Copy each line of the material in which the word "buttons" appears.

○ ○ ○

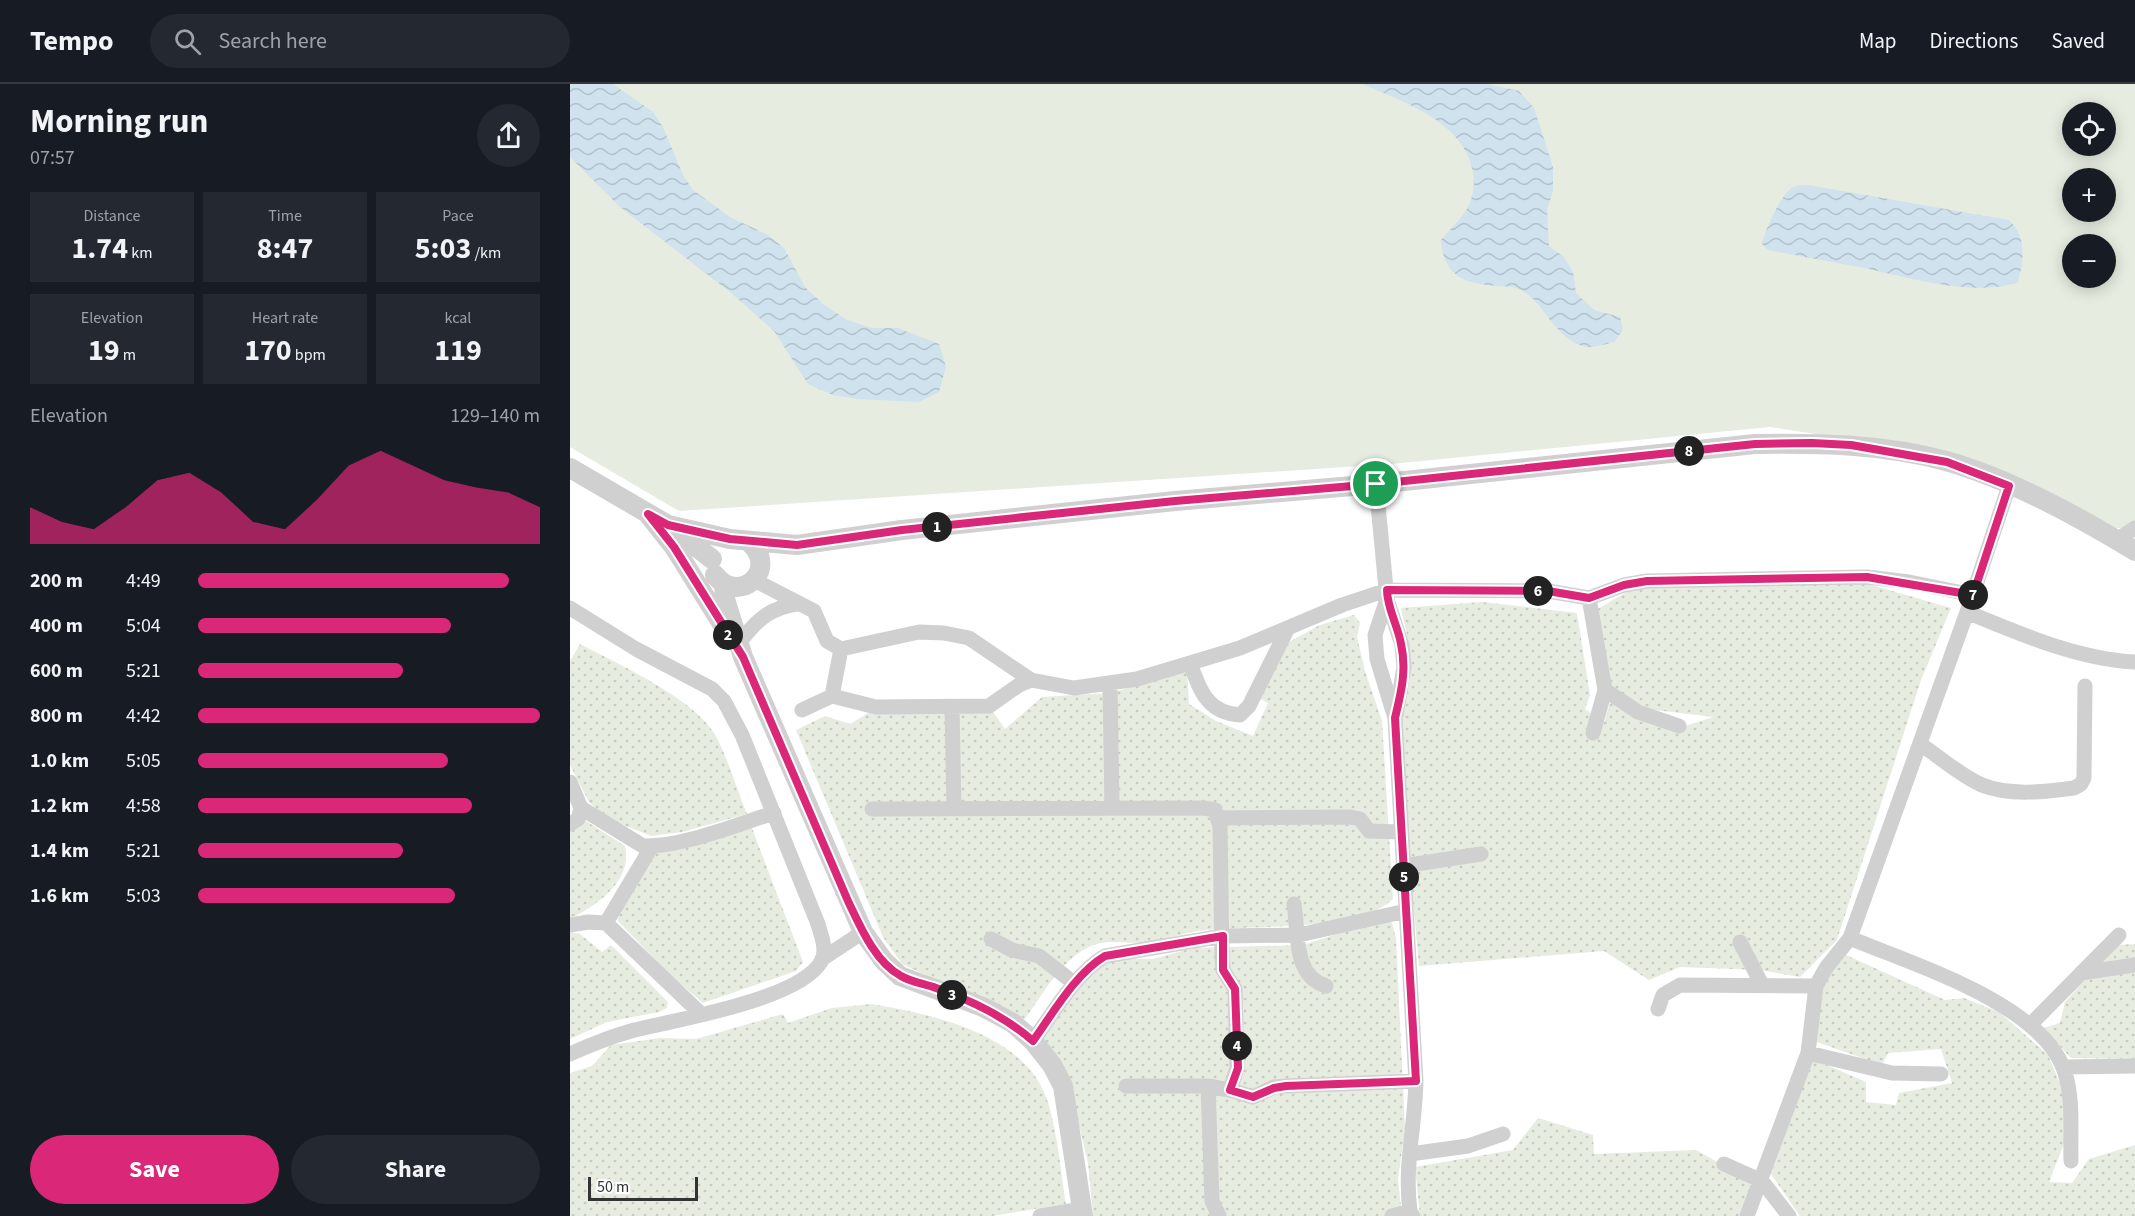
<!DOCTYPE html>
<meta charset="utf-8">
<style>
:root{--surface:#171b24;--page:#242831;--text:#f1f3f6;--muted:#9ea1a6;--line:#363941;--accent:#db2777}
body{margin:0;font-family:"Source Sans 3",sans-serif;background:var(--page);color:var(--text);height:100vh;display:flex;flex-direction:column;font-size:22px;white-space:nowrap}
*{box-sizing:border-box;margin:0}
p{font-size:20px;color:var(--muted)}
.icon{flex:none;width:33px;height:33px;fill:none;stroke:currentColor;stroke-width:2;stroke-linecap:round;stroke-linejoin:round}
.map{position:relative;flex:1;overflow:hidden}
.details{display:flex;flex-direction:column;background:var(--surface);width:570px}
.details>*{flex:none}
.buttons{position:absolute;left:1492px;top:18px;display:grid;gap:12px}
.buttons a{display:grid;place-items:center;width:54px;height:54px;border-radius:50%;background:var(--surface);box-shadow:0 3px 15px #0003;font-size:30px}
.scale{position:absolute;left:18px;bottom:15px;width:110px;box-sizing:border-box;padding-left:6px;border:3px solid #333;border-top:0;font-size:16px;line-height:21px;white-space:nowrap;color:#333;-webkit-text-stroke:4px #fff;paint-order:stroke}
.pin{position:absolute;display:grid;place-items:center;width:51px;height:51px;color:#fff;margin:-26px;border:3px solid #fff;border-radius:50%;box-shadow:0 2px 6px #0007}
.km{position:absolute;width:30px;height:30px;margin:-15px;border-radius:50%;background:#222;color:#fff;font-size:16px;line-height:30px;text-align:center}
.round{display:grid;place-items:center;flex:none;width:63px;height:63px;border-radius:32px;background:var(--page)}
.overview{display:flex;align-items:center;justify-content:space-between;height:102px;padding:0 30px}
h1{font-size:33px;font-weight:700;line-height:45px}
.metrics{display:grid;grid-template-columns:repeat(3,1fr);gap:9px;height:102px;padding:6px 30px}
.metrics div{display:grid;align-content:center;border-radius:0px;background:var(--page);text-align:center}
.metrics b{font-size:30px;font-weight:700}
.metrics small{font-size:16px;font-weight:400}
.metrics p{font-size:16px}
.chart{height:168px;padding:12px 30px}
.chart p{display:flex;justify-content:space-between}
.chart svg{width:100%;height:108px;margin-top:6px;fill:var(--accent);opacity:.7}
.button{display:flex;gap:12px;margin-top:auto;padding:12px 30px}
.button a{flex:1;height:69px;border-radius:36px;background:var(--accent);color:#fff;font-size:24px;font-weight:700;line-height:69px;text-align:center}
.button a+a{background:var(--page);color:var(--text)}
ul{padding:0 30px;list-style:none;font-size:20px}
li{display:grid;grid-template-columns:96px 72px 1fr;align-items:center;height:45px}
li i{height:15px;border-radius:8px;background:var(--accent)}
header{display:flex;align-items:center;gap:36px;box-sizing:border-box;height:84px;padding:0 30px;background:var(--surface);border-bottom:2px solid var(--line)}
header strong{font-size:28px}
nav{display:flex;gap:33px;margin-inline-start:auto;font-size:21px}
.search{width:420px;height:54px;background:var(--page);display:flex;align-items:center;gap:15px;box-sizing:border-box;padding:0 21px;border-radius:33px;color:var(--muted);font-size:22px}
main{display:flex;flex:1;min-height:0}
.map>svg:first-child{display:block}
.grass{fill:#e6ecdf;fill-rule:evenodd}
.park{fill:url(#park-dots)}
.water{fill:url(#water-waves)}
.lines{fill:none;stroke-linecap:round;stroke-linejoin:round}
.minor{stroke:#d0d0d0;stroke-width:15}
.tertiary{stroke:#d0d0d0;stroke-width:20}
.route-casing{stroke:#fff;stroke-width:12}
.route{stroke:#db2777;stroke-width:8}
</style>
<header>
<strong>Tempo</strong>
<div class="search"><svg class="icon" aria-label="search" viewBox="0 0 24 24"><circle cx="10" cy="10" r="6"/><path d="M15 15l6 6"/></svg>Search here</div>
<nav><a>Map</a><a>Directions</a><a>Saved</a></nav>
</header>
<main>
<section class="details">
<div class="overview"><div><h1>Morning run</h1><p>07:57</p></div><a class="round"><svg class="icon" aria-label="share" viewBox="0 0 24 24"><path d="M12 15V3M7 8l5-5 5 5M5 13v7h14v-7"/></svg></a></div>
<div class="metrics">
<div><p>Distance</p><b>1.74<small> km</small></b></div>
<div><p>Time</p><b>8:47</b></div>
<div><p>Pace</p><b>5:03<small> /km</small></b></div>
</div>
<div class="metrics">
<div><p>Elevation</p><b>19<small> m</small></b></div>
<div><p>Heart rate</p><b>170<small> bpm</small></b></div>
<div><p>kcal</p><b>119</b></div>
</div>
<div class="chart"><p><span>Elevation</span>129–140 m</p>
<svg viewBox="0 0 160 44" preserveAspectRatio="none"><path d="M0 44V29L10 35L20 38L30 29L40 18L50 15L60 23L70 35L80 38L90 26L100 12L110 6L120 12L130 18L140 21L150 23L160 29V44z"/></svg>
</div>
<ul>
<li><b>200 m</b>4:49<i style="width:91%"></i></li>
<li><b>400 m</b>5:04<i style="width:74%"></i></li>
<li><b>600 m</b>5:21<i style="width:60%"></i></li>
<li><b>800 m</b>4:42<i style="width:100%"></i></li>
<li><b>1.0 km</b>5:05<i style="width:73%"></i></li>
<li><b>1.2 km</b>4:58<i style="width:80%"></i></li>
<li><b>1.4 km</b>5:21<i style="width:60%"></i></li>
<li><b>1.6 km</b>5:03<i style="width:75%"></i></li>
</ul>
<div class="button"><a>Save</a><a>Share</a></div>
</section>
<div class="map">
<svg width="1565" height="1132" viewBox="0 0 1565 1132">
<defs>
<pattern id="park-dots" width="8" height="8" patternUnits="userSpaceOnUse" patternTransform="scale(1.5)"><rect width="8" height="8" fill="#e6ecdf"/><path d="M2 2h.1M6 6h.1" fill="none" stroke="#c6cbc0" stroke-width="1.8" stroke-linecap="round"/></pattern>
<pattern id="water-waves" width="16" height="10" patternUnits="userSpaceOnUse" patternTransform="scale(1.5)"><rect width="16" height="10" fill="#cfe2ee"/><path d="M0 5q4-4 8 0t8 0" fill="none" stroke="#b2c2cd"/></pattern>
</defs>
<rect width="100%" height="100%" fill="#fff"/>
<!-- grass -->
<path class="grass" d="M0,0H1565V444H1542L1382,371L1200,343L821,380L109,427L0,363ZM1503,28H1536V62H1503ZM1503,94H1536V128H1503ZM1503,160H1536V194H1503Z"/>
<!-- park -->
<path class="park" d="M1298,500L1381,524L1351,596L1267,856L1230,893L1190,886L1110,883L1079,896L1034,867L849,882L839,775L831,627C847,586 840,565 831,524L912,518L1007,529L1020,611L1015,625L1034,639L1041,615L1100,647L1143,633L1077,625L1038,605L1026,526L1067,502Z
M784,531L790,539L787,553L795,587L812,637L823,815C789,849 677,840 629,847C611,849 594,857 575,859C557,860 534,854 517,864C490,878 472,911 455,935L414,913L368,897L332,880L313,853L226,646L255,632L280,640L305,625L419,622L435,645L472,613L540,609L617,587L619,620L646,637L683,652L698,619L689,614L719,558L750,541Z
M10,560C46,579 123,614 144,649C158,673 166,704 177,730L112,748L81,752L38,735L19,718L0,681V577Z
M16,737L55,762C63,796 28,821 0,835V742Z
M180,739L233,878L226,887L133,919L100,891L48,837L52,814L83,770Z
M810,836H821L826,854L835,1045L828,1095L831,1123L827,1128L814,1132H523L518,1079L507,1033L467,957L510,896L536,875H583L623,864L733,861Z
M0,848L10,850L32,868L41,861L98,918L97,924L89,928L37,938L0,955Z
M1565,860V975L1501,974L1473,944L1490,939L1495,918L1547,861Z
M1276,871L1375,916L1394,914L1429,928L1478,971L1494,1009L1495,1057L1479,1098L1502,1099L1519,1075L1565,1061V1132H1230L1201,1090L1243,975L1296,998V1018L1326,1021L1329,1009L1382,999L1371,965L1318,969L1312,981L1247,958L1251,902Z
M301,920C358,929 449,949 474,1008C486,1035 491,1089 496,1120L422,1132H0V989L22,982L41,961L90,954L126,955L213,930L218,939L262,924Z
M968,1034L1023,1051L1024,1070L1126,1066L1185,1099L1171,1132H850L845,1083L943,1066Z"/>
<!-- water -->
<path class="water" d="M0,0H43L83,28L93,43L113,91L123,106L160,133L198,151L214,164L235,203L253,220L277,236L302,244H328L369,260L376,283L369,308L349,318L288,315L263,311L238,300L204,247L160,208L50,123L0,73Z
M793,0H918L949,7L964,24L983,83V107L977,125L979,162L994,173L1003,188L1006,209L1024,226L1050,233L1053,246L1044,258C1036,260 1024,264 1016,263C981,254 974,213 946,204C941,202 933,203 928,202C893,199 874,193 871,156C879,146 888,138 895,128C903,116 905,102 903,88C894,37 834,19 793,0Z
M1238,101L1439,136C1457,153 1454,175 1448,198C1405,214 1337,193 1294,184C1262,178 1230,172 1198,166L1192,160C1195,146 1211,110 1223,103C1228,101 1233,101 1238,101Z"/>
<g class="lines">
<!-- minor -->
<path class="minor" d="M806,400L817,515L832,561L834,583L826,631
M1546,456L1565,444
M184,496L244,527L257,557L271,565L349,548L374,549L399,554L461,596L504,604L567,595L670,564L772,521L817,506L978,507L1019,514L1054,501L1077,497L1297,493L1339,498L1403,511
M1019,514L1035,606L1023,649
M817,515L805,551L807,575L825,634L846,997C845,1043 834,1082 840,1127L843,1132
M0,524L66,565L142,605L154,617L172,651L248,840C251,851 257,865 252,876C232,916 103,936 61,947C40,953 20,961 0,970
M1397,528C1450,550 1508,575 1565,578
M173,554C189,534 201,524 227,520
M271,565L262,612L306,623L419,622L449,601L461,596
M620,579C630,606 637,629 670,631L679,622L717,546
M540,600L542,724
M1035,606L1068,628L1109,642
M382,623L384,725
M232,626L262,612
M1350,660C1370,673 1391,692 1412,701C1439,712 1475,708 1504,704L1511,700L1514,694L1515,602
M0,698L11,724L8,735L0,740
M11,724L73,762C113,763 165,741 204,729
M302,725L634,724L645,726L650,743L652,875L653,886L665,905L667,984L660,1006L638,1002H556
M649,734L780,733L790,735L799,747L831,748
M833,782L911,770
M724,820C729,849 722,891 756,902
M36,839L82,762
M0,841L18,838L36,839L130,929
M1280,854C1341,880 1471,919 1494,986C1504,1014 1500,1047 1501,1077
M421,855L442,866L469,872L504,899
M1170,858L1192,901
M252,875L293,848
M1511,889L1565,881
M1088,925L1093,911L1110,901L1246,902
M1460,941L1549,851
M463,957C483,929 506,889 535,872L653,852L729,851L836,827
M1238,969L1322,989L1371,990
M1493,983L1565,982
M638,1002L642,1117L649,1132
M660,1006L683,1013L704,1003L716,1002L846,997
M840,1070L898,1062L933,1050
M1154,1080L1192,1097L1219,1132
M470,1132L512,1125
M822,1132L840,1127
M1177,1132L1238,969L1246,902L1256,884L1280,854L1397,528L1439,402"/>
<!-- tertiary -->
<path class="tertiary" d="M0,384L98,441L142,475
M78,430L104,463L159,551
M98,441L160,455L227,461L332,446L605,417L806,400L1185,360C1249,359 1314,360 1376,377C1437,394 1511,434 1565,467
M145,491C168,522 211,486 179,458
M154,499L155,515L173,573L293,848L314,877L330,892L413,923L443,939L463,957L482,981L493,1002L513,1132"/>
</g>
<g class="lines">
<defs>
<path id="route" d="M1242,359L1281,361L1377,378L1439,402L1403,511L1297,493L1077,497L1054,501L1019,514L978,507L817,506C817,524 828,542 831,560C837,586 831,609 825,634L846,997L716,1002L704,1004L683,1013L660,1006L668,984L665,905L653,886V852L535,872C506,889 483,929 463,957C434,932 402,917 366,904C355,900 341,898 331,892C305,878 290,842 278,817L173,573L104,463L78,430L98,441L160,455L227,461L332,446L605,417L806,400L1185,360Z"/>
</defs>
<!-- route casing -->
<use href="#route" class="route-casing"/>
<!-- route -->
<use href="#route" class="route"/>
</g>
</svg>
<div class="buttons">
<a><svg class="icon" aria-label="locate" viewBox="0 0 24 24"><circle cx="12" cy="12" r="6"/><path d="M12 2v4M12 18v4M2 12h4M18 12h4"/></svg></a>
<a>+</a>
<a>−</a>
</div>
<div class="scale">50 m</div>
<div class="pin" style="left:806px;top:400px;background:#1e9e55"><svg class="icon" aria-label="arrive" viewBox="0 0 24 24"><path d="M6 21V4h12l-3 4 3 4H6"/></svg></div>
<b class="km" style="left:367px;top:443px">1</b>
<b class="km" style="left:158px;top:551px">2</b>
<b class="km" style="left:382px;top:911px">3</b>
<b class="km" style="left:667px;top:962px">4</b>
<b class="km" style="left:834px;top:793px">5</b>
<b class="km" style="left:968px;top:507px">6</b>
<b class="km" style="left:1403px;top:511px">7</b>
<b class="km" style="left:1119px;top:367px">8</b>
</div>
</main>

○ ○ ○

> [Solution]:
.buttons{position:absolute;left:1492px;top:18px;display:grid;gap:12px}
.buttons a{display:grid;place-items:center;width:54px;height:54px;border-radius:50%;background:var(--surface);box-shadow:0 3px 15px #0003;font-size:30px}
<div class="buttons">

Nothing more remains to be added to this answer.